Beatrice inclined her head. "Of course."
She sent Lily ahead to fetch a fresh gown and followed the page through the winding halls to one of the queen’s smaller salons.
Queen Cecile waited by the hearth, a simple silver tea service set between them. No advisors and guards. Just two women and a heavy, deliberate kind of quiet.
They sat and poured their cups.
"I imagine you’ve heard the gossip already," the queen said, voice mild.
Beatrice sipped her tea. "About the stairwell incident?"
"About the crown prince carrying Lady Johanna through the palace."
Beatrice set her cup down with careful grace. "I hadn’t realized a sprained ankle carried such diplomatic weight."
The queen’s mouth quirked at the edges.
"Perception, Lady Beatrice. Even when intentions are harmless, appearances rarely are."
Beatrice said nothing.
The queen sipped her tea, watching her over the rim of the porcelain cup.

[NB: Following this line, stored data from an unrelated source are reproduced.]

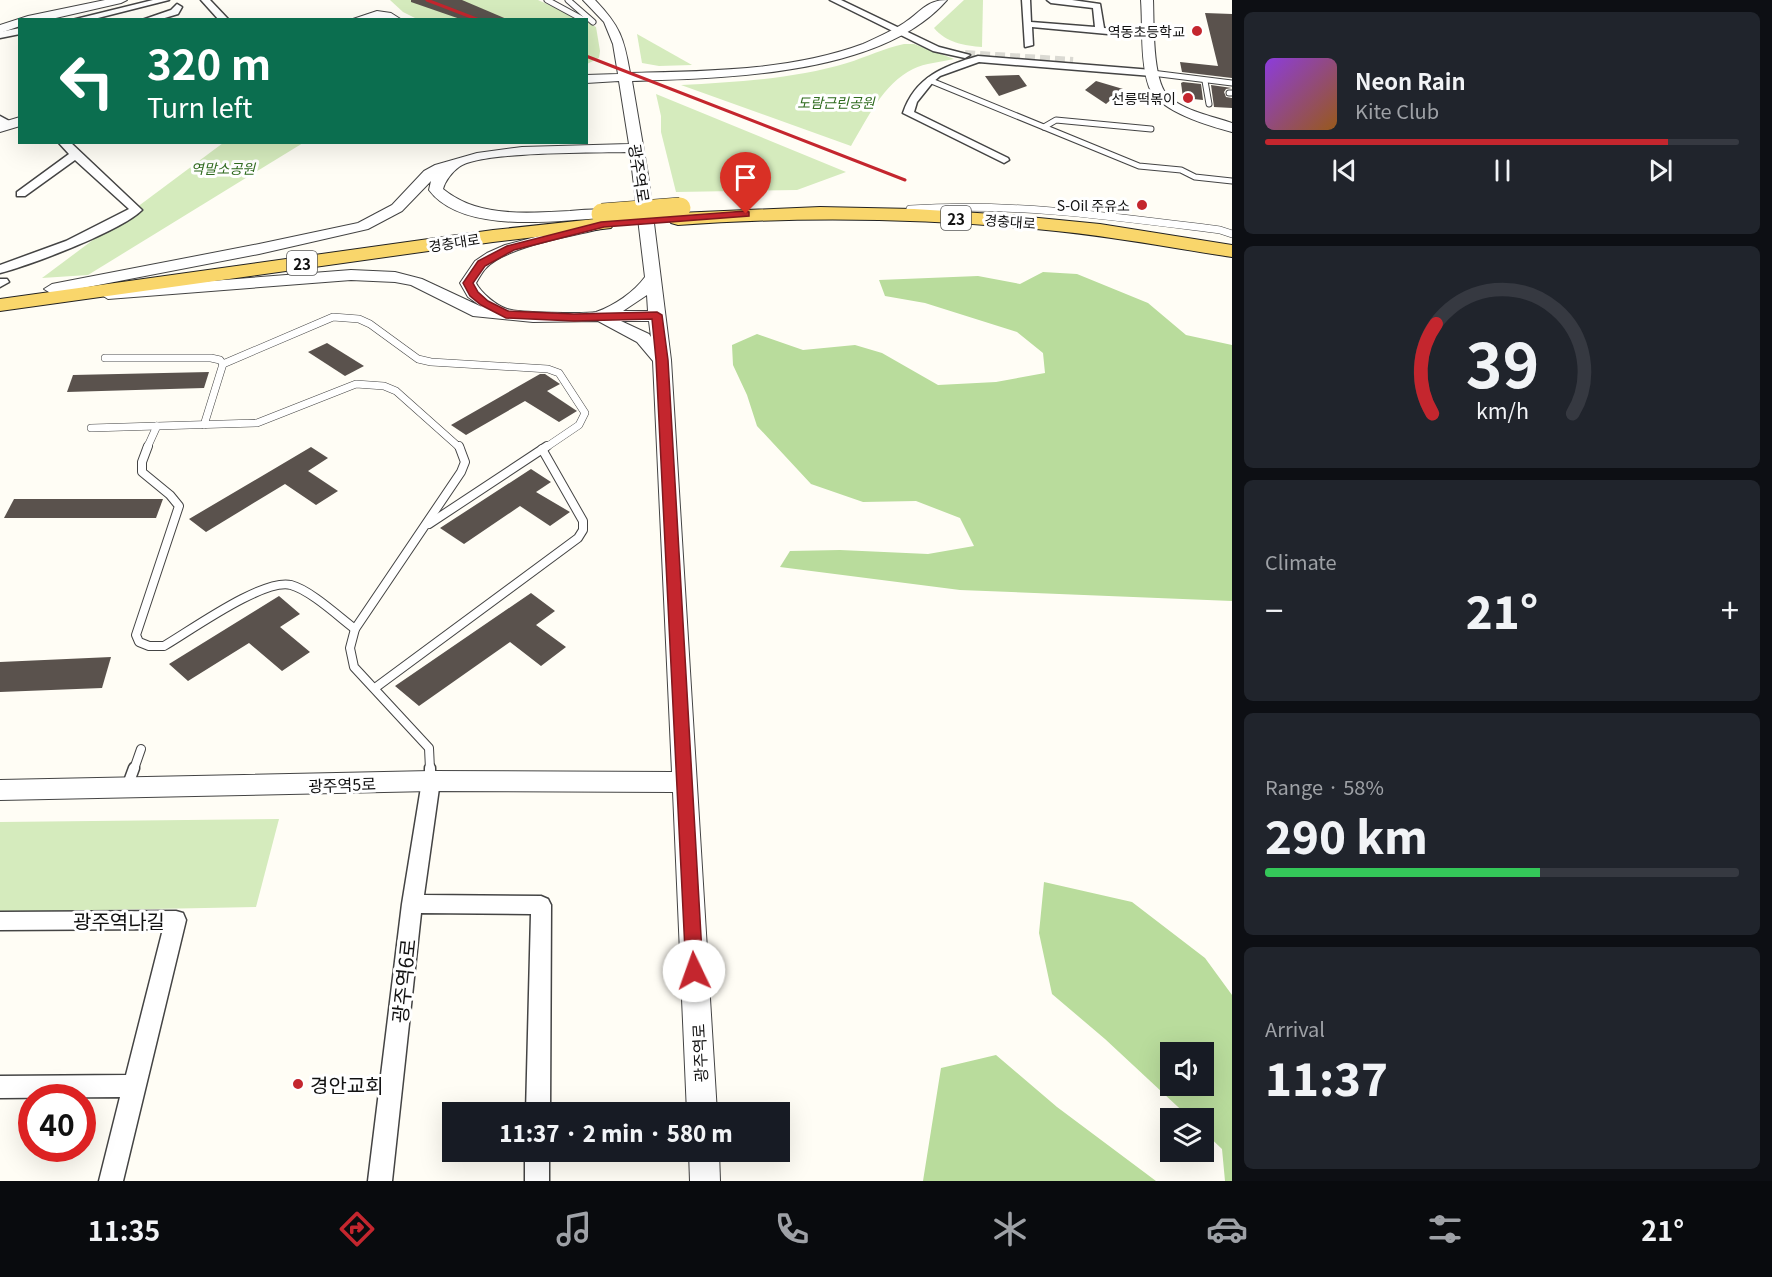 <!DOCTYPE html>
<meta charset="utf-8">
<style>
:root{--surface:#171b24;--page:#20242c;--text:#f1f3f6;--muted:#9ea1a6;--line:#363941;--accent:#c4262e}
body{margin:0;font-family:Georgia,"Noto Sans KR",serif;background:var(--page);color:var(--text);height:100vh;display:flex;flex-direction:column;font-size:22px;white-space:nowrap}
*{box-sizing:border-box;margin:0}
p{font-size:20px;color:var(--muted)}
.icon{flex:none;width:33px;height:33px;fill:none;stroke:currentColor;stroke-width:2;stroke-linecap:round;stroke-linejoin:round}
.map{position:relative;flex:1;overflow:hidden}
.panel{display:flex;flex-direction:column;gap:12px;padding:12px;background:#0d0f14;width:540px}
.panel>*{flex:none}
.hud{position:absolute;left:18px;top:18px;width:570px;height:126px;border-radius:0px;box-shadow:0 6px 24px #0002;background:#0b6e4f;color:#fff;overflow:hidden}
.buttons{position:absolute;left:1160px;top:1042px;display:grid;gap:12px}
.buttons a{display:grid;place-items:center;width:54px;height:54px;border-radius:0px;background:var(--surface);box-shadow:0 6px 24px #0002;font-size:30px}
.speed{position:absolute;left:18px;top:1084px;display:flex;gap:12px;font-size:30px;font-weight:700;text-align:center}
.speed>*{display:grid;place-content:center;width:78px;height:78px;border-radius:50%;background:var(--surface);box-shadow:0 6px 24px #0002;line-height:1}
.speed .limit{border:9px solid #d22;background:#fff;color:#111}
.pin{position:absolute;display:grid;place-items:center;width:51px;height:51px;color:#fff;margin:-62px -26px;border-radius:50% 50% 50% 0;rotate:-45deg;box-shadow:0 0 6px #0007}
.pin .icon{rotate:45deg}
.me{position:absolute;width:66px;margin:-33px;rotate:357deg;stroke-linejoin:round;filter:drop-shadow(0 0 4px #0008)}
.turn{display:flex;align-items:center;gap:21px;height:126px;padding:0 30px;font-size:27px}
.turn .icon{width:78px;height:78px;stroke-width:2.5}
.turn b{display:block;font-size:42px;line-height:51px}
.big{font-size:45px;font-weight:800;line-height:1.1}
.panel .tile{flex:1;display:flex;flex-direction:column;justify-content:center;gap:9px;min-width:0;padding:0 21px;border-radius:9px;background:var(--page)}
.panel .dial{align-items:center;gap:0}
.dial svg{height:156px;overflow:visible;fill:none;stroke:var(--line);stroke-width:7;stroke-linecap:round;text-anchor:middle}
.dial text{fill:var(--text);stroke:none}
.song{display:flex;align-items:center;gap:18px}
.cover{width:72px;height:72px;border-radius:9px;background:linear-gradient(135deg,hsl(270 70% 55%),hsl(30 70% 35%))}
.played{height:6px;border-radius:3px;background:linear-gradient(90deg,var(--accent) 85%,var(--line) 85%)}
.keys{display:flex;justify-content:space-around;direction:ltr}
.heat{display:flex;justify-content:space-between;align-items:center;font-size:33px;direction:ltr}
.charge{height:9px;border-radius:4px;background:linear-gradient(90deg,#34c759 58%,var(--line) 0)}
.trip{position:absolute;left:442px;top:1102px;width:348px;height:60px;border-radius:0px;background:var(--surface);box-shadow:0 6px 24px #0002;font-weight:800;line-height:60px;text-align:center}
.menu{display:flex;height:96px;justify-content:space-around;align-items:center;background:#090b0e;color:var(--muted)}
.menu .icon{width:42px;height:42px}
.menu .current{color:var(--accent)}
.menu b{font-size:27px;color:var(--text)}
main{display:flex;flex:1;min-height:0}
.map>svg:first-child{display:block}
</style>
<main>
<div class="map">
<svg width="1232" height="1181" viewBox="0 0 1232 1181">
<rect width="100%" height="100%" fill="#fffdf5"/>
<g fill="#d5ebbd">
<polygon points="390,0 538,0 580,19 417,19 403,12"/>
<path d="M964,0H983L982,47C965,46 945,42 934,28Z"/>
<polygon points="587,22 596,27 600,51 599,58 587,64"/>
<polygon points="637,34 692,65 659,66 642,63"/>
<path d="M904,44H914L954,59C941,62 925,63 913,69C883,84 867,119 851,146L681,85C736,82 794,79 847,63C866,57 885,48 904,44Z"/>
<polygon points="656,94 846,172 797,190 676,192 661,132 661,116"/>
<polygon points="223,143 303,143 88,275 42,278"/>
<polygon points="279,819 256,907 0,912 0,822"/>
</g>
<g fill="#b9dc9c" fill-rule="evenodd">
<polygon points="1043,272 1077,274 1148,303 1186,335 1232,345 1232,601 960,590 780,567 790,551 840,550 928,554 974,546 960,518 916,501 863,502 811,484 757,426 747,395 733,365 732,345 757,334 803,350 855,345 882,353 938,385 996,382 1045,373 1043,353 1017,332 925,303 885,296 879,280 978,276 1020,284"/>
<path d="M1044,882L1132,902L1205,958L1232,995V1181H1225L1222,1149L1203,1131V1119H1191L1105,1039L1052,994L1039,933ZM1170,1053H1203V1086H1170Z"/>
<polygon points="996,1055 1057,1107 1156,1181 923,1181 941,1068"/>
</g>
<g fill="#5a524d">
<polygon points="411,0 462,0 509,20 463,20 411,2"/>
<polygon points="1205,13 1232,14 1232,78 1182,72 1180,62 1218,66"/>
<polygon points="1019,75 1027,86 999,96 985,76"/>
<polygon points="1096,81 1123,89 1106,104 1085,90"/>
<polygon points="1183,82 1201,84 1203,100 1183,98 1181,83"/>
<polygon points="1211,85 1232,88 1226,89 1224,92 1226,97 1232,98 1232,108 1214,107"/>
<polygon points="327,343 364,366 345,376 308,352"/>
<polygon points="209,372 204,388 67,392 73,375"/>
<polygon points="540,374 545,374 560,384 547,391 577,411 559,422 525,401 466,435 451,425"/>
<polygon points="311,447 328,458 308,471 338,491 316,505 285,484 206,532 189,519"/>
<polygon points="531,469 551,482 536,492 570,512 550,526 520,506 464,544 440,528"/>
<polygon points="14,499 163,499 156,518 4,518"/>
<polygon points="531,593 555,611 536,625 566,647 541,666 510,642 419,706 395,686"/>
<polygon points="279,596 300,614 280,627 310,652 282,671 249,643 188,681 169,664"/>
<polygon points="111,657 102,688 0,692 0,662"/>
</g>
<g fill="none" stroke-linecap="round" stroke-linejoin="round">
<polyline stroke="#dbdad3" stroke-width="10" stroke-dasharray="10 5" stroke-linecap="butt" points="965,55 1073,62"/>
<g stroke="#444" stroke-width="7">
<g id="service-far3">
<polyline points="547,0 584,20"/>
<polyline points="568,0 593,22"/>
<polyline points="1152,73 1232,83"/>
<polyline points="929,80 1139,166 1181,170 1195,177 1232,181"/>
<polyline points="1205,81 1209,104"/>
<polyline points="1229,93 1232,93"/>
<polyline points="1044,127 1056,120 1151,129"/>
</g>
</g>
<g stroke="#444" stroke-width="8">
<g id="service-far2">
<path d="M910,209C1015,202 1117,217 1220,230L1232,234"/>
<polyline points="105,358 211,358 220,360 223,364 204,425"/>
<polyline points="223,364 333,317 359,319 370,324 418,359 431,362 548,369 559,373 585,413 579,425 545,448"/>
<polyline points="91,428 257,423 356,384 384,386 396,391 460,448"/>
<polyline points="147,448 157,426"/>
</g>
</g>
<g stroke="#444" stroke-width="10">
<g id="service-far1">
<path d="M148,446L142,462V472L170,495L179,506L136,635L139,642L149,646H164C190,631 263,578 291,585C310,590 338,616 355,629"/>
<polyline points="429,524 547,446"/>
<polyline points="375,688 578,538 583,530 583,521 542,449"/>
<polyline points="134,769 141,749"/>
<polyline points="430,769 429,748 354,667 350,648 355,629 461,472 465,462 459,446"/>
</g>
</g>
<g stroke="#444" stroke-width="13">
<g id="service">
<polyline points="430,768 430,781"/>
<polyline points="127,787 134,768"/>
</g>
</g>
<g stroke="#444" stroke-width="3">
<g id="minor">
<polygon points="153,0 169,0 90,20 72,20"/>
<polygon points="201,0 210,0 229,20 219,20"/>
<polygon points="830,0 841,0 939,47 970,55 965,58 933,51"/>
<polygon points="1022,0 1030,0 1031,22 1095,27 1093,8 1051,3 1047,0 1072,0 1100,4 1104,28 1151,32 1156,35 1151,38 1032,27 1033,45 1025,47"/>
<polygon points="177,4 182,7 178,14 158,20 142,20 171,10"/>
<polygon points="20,28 20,34 0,38 0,32"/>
<path d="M978,56L1152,70L1157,73L1152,76L979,62L940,76L933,82L917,102L914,112L1008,158L1009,160L1004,163L903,113C915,77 944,66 978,56Z"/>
<polygon points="0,116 13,123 13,127 5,127 0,124"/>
<path d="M58,142H70L142,210C121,231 31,265 0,273V265L66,241L129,209L75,160L25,196H17V192L69,154Z"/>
<polygon points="0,279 7,279 9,282 0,287"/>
<polygon points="431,773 438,776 440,781 424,895 541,896 548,899 551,905 550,1113 526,1113 531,914 421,913 392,1181 368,1181 402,904 422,781 424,776"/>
<polygon points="176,911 183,913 186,920 123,1181 99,1181 120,1097 0,1098 0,1076 126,1075 163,929 0,930 0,912"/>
<rect x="525" y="1152" width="24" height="29"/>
</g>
</g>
<g stroke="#444" stroke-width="2">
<g id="tertiary">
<polygon points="105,0 127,0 121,3 47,20 20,20 20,26 0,33 0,25 28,16"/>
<path d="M583,0H595C620,26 624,38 630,73C707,71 790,71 863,44C876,38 892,31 904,23C920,13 926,0 947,0C881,76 724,78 632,81L648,175L671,360L717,1113H687L673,792L431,791L0,800V780L431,771L672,772L653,361L637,342L598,321L533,322L473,316L411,285L395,282L351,280L108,299L100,294L108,289L351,270L395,272L422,279L482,307L468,297L460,283L475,261L487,253L505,245L595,221L600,223L603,226L600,229C572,236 505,247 486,268C482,272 479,278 476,283C481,293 497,306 507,309C518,313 586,314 596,312C614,306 634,292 645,277L630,152C599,153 480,151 459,167C452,172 445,181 443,189C478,218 527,213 570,211C582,210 596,208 607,211L609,214L602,218C553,221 462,234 429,190L431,181L402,211L368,229L259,254L52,294L44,289L52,284L259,244L358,223L392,205L424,171L435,165L477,153L522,147L629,144L619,81L586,83V75L618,74L613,44L604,22ZM647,295L648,311H623ZM621,321H649L651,337L649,334Z"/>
<path d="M1141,0H1153C1154,23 1152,80 1168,96C1184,111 1212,116 1232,123V132C1209,126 1158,111 1149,87C1140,61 1143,27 1141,0Z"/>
<polygon points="377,11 391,13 402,20 350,20"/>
<polygon points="20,117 20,126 0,132 0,123"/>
<polygon points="689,1152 719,1152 720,1181 690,1181"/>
</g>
</g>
<g stroke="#222" stroke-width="2">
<g id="primary">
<path d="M820,207L914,209L1009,215L1100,224L1232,245V257C1173,248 1115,237 1056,231C930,218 804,216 678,225L671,223L668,219L671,215L678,213Z"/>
<polygon points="604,218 611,220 614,224 611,228 493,242 0,311 0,299 493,230"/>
</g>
</g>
<use href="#service-far3" stroke="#fff" stroke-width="5"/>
<use href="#service-far2" stroke="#fff" stroke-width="7"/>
<use href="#service-far1" stroke="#fff" stroke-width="8"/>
<use href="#service" stroke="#fff" stroke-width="10"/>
<use href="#minor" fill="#fff" fill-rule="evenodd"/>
<use href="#tertiary" fill="#fff" fill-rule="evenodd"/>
<use href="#primary" fill="#f9d66b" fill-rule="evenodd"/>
<g stroke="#c4262e" stroke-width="3">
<polyline points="427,0 479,20"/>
<polyline points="586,56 905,180"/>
</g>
<g stroke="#222" stroke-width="22" stroke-linecap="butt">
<polyline id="primary-bridge" points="602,214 680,208"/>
</g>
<use href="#primary-bridge" stroke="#f9d66b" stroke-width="21"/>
</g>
<polygon fill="#c4262e" stroke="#7f191e" stroke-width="1.5" points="746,211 749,212 749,216 604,227 514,250 485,266 473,283 478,292 488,301 508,311 574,314 657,312 662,315 668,360 703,971 701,977 694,979 688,977 686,971 656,360 652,319 574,321 506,318 481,305 470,296 463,283 478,261 507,246 601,222"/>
<g fill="#c4262e" stroke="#fff" stroke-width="2">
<circle cx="1197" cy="31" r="6"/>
<circle cx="1188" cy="98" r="6"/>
<circle cx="1142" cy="205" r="6"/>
<circle cx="298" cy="1084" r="6"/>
</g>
<g text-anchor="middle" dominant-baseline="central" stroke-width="6" stroke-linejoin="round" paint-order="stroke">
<g font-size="14" fill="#111" stroke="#fff" text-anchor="end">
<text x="1185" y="31">역동초등학교</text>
<text x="1176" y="98">선릉떡볶이</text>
<text x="1130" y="205">S-Oil 주유소</text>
</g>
<g font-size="14" font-style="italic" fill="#2f6b1f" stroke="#fff">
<text x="836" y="102">도람근린공원</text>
<text x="223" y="168">역말소공원</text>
</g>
<g font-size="14" fill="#111" stroke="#fff">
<text transform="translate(1010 221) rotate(4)">경충대로</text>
<text transform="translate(454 242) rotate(-9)">경충대로</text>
</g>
<g fill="#fff" stroke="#585858" stroke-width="1.5">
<rect x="941" y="206" width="30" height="24" rx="4.5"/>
<rect x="287" y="251" width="30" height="24" rx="4.5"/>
</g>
<g font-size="15" font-weight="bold" fill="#111">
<text x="956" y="218">23</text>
<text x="302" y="263">23</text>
</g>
<g font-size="16" fill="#111" stroke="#fff">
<text transform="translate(640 173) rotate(81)">광주역로</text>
<text transform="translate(342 784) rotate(-2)">광주역5로</text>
<text transform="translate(699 1053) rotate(-93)">광주역로</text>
</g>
<g font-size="20" fill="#111" stroke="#fff">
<text x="119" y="920">광주역나길</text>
<text transform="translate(403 981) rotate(-84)">광주역6로</text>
</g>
<g font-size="20" fill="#111" stroke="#fff" text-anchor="start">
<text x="310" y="1084">경안교회</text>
</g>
</g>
</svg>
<div class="buttons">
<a><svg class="icon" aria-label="sound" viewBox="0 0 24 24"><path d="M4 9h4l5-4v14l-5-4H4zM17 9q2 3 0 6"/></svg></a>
<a><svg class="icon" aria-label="layers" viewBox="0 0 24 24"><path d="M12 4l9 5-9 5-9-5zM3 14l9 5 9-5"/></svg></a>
</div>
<div class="speed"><div class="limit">40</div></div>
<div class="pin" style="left:746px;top:214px;background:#d93025"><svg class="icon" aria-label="arrive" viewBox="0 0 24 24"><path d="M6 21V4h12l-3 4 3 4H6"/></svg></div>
<svg class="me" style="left:694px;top:971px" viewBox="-20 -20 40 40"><circle r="19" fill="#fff"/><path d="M0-13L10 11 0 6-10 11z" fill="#c4262e"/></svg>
<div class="trip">11:37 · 2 min · 580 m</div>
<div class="hud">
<div class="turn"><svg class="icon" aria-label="left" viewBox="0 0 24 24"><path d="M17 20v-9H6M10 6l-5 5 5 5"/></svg><div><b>320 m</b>Turn left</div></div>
</div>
</div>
<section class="panel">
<div class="tile">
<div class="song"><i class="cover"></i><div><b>Neon Rain</b><p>Kite Club</p></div></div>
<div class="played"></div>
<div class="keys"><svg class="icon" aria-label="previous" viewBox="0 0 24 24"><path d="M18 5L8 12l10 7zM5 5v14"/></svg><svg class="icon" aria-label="pause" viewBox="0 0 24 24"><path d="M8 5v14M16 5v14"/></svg><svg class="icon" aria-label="next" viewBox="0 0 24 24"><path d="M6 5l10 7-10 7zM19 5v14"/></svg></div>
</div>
<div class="tile dial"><svg viewBox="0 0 100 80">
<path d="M14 69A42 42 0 1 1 86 69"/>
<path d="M14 69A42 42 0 0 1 16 23" stroke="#c4262e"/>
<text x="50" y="56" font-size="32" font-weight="700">39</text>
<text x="50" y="72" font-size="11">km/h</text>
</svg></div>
<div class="tile"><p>Climate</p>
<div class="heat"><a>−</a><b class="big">21°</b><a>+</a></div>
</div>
<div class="tile"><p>Range · 58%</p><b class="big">290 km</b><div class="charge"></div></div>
<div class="tile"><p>Arrival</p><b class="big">11:37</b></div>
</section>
</main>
<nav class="menu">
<b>11:35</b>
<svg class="icon current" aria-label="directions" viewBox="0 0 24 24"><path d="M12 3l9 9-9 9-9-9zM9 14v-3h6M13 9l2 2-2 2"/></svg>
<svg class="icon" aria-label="music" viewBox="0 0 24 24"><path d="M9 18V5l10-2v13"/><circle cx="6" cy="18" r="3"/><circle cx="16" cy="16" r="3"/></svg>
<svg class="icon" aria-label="phone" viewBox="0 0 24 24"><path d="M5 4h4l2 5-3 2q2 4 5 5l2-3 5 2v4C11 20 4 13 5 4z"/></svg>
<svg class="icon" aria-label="climate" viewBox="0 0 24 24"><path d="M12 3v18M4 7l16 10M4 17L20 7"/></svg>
<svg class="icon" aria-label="car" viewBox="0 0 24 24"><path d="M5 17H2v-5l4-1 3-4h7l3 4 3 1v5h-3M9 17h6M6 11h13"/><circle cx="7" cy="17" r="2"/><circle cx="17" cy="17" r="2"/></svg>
<svg class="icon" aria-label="filters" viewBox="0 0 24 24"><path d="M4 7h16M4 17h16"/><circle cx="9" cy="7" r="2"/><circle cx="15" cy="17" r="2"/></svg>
<b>21°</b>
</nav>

"You’ll have to be sharper now. Quicker to claim what’s yours."
"Yes, Your Majesty."
"And in the meantime... don’t underestimate affection, or jealousy. They are currencies as powerful as gold in court."
The meeting ended not long after, and Beatrice returned to her chambers, mind humming with thoughts she couldn’t yet untangle.
She found Lily fussing over Elisha, who was attempting to climb the drapes with catastrophic ambition. Beatrice scooped her up and sat by the hearth, letting the kitten curl into her lap.
A soft knock came not half an hour later.
She rose, smoothing her skirts, and opened the door to find Francois standing there.
He wasn’t in formal dress. No crown, no polished boots. Just a loose shirt, a tired smile, and a small packet tucked under one arm.
"For her," he said, nodding toward Elisha.
Beatrice took the package. Inside was a tiny black collar, soft as whisper. No bells, no tags.
She let the door swing wider.
"Come in," she said.
And this time, it didn’t feel like a risk.
It felt like building something steady. Something that might, if she let it, last.